Eight Tips For Best Navigating Change As A Leader


Elizabeth Hamilton-Guarino is the CEO of Compliance4 and founder of The Best Ever You Network. She is the author of The Change Guidebook.

Change is happening all around us all the time. It’s simple and it’s complex. It’s deliberate and it’s unforeseen. Mention the word “change,” and most people scurry to avoid the topic or action. So, I’ve been feeling like a new narrative needs to be created around the topic of change—one that makes change easier and happier for business leaders to navigate, as it is something organizations can absolutely count on happening.

I’ve written two books on the topic of change and created 10 points of change that I use in my own life and in my practice as a master life coach. I’ve guided clients worldwide through change, and over the years, I have found the following eight tips are key to helping leaders better navigate change.

1. Shift how you think about change.

What’s your attitude toward change? Does change scare you, or do you welcome it? I’d like to see change become a happier experience for leaders to manage and for people to move from fear to confidence. As I said, change is happening all around us all the time, so it’s to your advantage to know how to navigate it to the best of your abilities.

Everyone is so different, yet so alike when facing changes. Think about how you view change, whether you’re navigating smaller changes like rearranging the furniture or more complicated changes like getting a new job. (I haven’t even mentioned any changes you don’t see headed your way.) It might very well depend on your situation or circumstance, but generally, I find people have either an open perspective or a closed one when it comes to change with little middle ground.

To shift how you view change, think with your heart. So very often, I find that leaders overthink it and would be better served with a shift into a more heart-based approach. Follow your personal values and listen to that inner voice. If you are serious about making change, be true to your values, confront your recurring thoughts about your business or industry norms, and seek ways to challenge that orthodoxy to look at your business in a fresh, new way.

2. Spend your time wisely.

Time is not a renewable resource. Once the moment happens, it is gone and you don’t get it back. How you spend your time and energy matters, especially when you’re navigating a change. Every nanosecond counts. Align your energy so your time is spent with awareness. You can do this by setting time-management goals. This can help you allocate more energy to more efficient and focused decisions.

3. Ask yourself, ‘Are you stuck?’

You know it when you are stuck: You or your business just aren’t making forward progress, and, well, you aren’t going in reverse either. You need to recognize when you’re stuck because being stuck means no growth, and no growth means stagnation. Businesses and people need to grow, so challenge the status quo. A business can be leapfrogged by its competitors when new or fresh ideas are not developed.

4. Break down large changes into smaller, more approachable ones.

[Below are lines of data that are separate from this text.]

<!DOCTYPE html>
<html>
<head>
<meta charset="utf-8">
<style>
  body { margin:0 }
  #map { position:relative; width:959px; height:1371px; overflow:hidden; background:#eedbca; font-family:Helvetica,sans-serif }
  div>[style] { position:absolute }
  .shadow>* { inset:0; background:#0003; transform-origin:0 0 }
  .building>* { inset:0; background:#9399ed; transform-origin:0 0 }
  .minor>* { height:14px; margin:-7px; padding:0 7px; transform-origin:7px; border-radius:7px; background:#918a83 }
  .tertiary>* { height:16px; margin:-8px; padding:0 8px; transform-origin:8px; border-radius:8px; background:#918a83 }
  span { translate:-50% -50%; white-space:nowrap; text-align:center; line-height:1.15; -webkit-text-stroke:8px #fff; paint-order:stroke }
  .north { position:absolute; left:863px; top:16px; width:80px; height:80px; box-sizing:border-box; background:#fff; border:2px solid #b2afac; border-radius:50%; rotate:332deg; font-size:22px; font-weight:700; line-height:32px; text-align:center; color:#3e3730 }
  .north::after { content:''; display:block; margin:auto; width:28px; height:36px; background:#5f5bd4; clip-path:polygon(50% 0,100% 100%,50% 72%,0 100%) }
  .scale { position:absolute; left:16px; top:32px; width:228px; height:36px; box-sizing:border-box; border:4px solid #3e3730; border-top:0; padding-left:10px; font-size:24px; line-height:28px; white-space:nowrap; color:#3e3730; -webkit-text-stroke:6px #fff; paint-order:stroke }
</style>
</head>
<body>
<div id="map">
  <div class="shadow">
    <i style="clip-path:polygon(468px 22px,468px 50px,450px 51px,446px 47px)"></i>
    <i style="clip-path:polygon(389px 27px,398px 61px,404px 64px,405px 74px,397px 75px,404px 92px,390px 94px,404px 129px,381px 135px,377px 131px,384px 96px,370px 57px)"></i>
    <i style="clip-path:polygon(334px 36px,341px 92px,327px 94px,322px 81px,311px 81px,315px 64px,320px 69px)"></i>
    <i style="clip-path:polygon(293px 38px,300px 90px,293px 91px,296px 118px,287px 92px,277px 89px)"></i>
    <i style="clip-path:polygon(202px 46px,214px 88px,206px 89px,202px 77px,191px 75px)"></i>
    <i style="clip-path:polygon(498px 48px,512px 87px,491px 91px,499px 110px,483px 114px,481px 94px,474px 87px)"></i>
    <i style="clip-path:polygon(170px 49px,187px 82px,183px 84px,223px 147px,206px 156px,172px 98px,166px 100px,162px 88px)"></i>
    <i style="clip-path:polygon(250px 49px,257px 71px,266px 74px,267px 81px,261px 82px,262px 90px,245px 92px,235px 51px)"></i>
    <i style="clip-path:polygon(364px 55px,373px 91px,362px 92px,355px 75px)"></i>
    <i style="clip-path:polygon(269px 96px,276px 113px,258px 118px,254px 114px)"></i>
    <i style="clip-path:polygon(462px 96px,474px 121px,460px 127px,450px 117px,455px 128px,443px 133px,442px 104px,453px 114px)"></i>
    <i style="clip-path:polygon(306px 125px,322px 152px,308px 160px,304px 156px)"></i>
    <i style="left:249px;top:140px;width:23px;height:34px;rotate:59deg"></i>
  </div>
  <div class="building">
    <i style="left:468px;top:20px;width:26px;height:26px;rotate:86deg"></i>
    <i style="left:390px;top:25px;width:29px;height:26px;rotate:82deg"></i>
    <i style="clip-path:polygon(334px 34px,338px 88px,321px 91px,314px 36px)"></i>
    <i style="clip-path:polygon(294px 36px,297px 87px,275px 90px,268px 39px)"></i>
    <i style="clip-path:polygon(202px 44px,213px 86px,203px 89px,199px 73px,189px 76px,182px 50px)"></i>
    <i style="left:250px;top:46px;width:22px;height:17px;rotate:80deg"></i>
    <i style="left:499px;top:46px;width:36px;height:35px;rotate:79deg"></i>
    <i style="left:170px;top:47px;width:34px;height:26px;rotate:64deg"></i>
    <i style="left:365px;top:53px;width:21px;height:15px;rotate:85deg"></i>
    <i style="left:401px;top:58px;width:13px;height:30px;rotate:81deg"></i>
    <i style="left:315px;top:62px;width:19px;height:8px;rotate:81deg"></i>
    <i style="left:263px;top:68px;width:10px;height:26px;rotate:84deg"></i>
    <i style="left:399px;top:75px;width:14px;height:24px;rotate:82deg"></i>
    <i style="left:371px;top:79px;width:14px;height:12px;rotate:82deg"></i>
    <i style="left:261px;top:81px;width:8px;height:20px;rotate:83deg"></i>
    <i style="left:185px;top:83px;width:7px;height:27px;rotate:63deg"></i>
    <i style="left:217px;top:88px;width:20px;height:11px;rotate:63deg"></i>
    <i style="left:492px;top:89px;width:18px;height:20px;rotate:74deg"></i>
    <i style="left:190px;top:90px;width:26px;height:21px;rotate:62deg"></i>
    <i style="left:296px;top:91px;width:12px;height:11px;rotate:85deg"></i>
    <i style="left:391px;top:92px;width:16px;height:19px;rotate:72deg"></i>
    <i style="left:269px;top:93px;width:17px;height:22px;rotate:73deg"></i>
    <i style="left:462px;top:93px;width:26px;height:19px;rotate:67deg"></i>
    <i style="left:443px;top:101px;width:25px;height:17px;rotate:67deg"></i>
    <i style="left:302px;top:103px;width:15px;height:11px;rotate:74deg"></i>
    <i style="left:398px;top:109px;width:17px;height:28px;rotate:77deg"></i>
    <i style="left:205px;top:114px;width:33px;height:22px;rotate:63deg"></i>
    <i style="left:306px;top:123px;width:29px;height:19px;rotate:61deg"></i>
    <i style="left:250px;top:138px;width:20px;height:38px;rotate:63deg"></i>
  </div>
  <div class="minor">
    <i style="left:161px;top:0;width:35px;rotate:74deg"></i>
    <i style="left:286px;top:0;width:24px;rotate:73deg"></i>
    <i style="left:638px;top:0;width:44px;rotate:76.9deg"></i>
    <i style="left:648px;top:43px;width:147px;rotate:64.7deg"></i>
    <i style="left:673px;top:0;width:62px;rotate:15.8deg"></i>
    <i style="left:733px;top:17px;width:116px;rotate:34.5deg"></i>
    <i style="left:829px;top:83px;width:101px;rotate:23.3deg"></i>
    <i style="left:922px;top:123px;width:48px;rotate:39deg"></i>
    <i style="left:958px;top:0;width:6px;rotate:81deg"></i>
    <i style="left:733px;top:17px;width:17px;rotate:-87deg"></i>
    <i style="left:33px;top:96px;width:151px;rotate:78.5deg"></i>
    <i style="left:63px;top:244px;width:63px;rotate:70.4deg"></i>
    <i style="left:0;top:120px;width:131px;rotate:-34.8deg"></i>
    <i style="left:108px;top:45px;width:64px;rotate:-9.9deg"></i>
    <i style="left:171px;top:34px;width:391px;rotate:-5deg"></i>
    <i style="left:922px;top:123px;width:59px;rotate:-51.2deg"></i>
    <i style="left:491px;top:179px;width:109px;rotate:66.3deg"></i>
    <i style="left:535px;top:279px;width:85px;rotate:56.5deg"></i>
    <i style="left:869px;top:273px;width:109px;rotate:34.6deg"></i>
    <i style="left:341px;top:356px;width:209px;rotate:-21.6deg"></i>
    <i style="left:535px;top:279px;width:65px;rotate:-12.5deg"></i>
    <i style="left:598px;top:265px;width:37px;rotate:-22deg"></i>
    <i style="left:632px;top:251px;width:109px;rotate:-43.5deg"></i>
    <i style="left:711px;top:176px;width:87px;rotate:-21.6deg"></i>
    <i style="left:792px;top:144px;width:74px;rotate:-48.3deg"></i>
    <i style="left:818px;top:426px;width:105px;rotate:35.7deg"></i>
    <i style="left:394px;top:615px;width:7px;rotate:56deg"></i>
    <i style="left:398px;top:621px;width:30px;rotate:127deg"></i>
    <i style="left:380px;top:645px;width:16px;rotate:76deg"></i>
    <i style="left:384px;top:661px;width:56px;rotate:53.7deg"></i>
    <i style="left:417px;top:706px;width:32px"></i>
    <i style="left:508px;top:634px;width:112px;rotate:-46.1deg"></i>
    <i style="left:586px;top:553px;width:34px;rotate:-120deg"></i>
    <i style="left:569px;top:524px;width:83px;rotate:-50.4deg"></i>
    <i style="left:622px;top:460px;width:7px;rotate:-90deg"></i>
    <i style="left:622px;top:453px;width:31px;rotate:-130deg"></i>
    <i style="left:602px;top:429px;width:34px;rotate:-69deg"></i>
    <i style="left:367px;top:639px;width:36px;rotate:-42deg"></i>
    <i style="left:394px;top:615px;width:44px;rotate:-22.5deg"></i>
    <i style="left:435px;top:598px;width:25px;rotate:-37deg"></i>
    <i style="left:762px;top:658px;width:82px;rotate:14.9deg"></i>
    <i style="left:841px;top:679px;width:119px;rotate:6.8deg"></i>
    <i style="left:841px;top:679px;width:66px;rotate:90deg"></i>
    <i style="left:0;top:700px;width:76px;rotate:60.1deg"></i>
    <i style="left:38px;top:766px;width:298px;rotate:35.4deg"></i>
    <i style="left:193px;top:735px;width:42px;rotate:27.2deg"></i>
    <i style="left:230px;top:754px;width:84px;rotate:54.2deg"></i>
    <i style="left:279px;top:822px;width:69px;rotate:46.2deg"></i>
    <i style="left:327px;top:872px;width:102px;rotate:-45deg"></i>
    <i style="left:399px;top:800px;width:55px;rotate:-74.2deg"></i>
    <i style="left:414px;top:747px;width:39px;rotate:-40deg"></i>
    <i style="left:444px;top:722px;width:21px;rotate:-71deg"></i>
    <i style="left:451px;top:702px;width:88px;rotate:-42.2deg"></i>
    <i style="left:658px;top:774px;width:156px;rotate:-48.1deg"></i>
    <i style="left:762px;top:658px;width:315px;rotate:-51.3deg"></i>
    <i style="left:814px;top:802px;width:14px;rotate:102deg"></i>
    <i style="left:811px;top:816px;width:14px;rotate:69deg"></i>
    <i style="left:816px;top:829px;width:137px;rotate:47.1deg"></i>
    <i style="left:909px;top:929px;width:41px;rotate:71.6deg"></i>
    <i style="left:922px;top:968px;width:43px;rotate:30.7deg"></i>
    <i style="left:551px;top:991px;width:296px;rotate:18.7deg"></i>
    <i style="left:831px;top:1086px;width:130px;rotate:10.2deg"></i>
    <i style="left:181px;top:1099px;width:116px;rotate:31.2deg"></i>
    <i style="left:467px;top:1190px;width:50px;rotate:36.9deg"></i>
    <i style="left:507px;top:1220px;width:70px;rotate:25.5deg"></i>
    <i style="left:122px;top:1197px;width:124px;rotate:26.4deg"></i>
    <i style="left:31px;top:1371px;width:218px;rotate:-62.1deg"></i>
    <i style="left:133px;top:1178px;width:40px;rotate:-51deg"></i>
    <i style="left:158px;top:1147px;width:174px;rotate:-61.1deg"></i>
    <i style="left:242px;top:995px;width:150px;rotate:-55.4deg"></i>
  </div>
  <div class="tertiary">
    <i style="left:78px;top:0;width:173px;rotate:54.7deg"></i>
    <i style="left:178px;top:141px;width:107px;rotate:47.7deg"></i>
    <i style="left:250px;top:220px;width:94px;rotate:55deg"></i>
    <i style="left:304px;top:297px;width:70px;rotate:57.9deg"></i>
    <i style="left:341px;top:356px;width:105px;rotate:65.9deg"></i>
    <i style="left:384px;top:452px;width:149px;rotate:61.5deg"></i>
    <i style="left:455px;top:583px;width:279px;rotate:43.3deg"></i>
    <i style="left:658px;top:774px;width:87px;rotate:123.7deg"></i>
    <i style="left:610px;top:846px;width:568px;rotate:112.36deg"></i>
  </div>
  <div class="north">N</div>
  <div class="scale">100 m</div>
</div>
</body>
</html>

Maybe you do need a major change, but you’re not sure where to begin. More often than not, you can make a series of small changes or even stack them to have results. Small changes often have ripple effects. I’ve worked with many clients in the area of weight reduction, for example. As we begin our work together, we make one or two small changes that often have great results and move them toward their overall goal.

5. Embrace the area outside of your comfort zone.

One of the reasons why people resist change is because, much of the time, they are unsure or even fearful of what will happen as a result of the change. It’s like getting up on stage in front of 10,000 people and not preparing what you are going to say. The more you know about how to navigate change, the better.

Embrace change at every turn, and break habits and industry expectations. When you are outside your comfort zone, you are inside your dream and growth zones. The essence of growth is to move beyond your comfort zone. An effective leader also helps others move out of their comfort zones, which further stimulates growth for all involved.

6. Recognize your own power.

Can one person really make an impactful change? I believe the answer is yes. If you feel like you don’t have the power to make changes that will make the type of progress you’d like to see in your workplace or community, remember, again, it starts with you.

7. View change as an opportunity.

Many people associate change with taking something away. But I believe you have to lose something in order to gain something else. For example, I worked with one client who wanted to change jobs and was afraid of losing seniority and a host of things that go along with being at a job for more than 15 years. Despite her concerns, she began her search, and she is now employed with a new company that offers a better income and better benefits. She also shortened her commute by more than 30 minutes each day.

8. Be authentic when making a change.

How do you know you are making the right change? I believe it is important to think with your heart, be authentic and understand that you go where you place your energy. It’s important to align your heart, truths and energy to find success in all areas of your life. Allow gratitude and your most positive, peaceful self to guide you.

The Takeaway

Leaders can navigate change—and help their teams do the same—by having a clear vision for the company’s change goals, investing in their people, seeking their input on how to achieve them with confidence and assuring the team that greater growth both for the company and themselves lies ahead.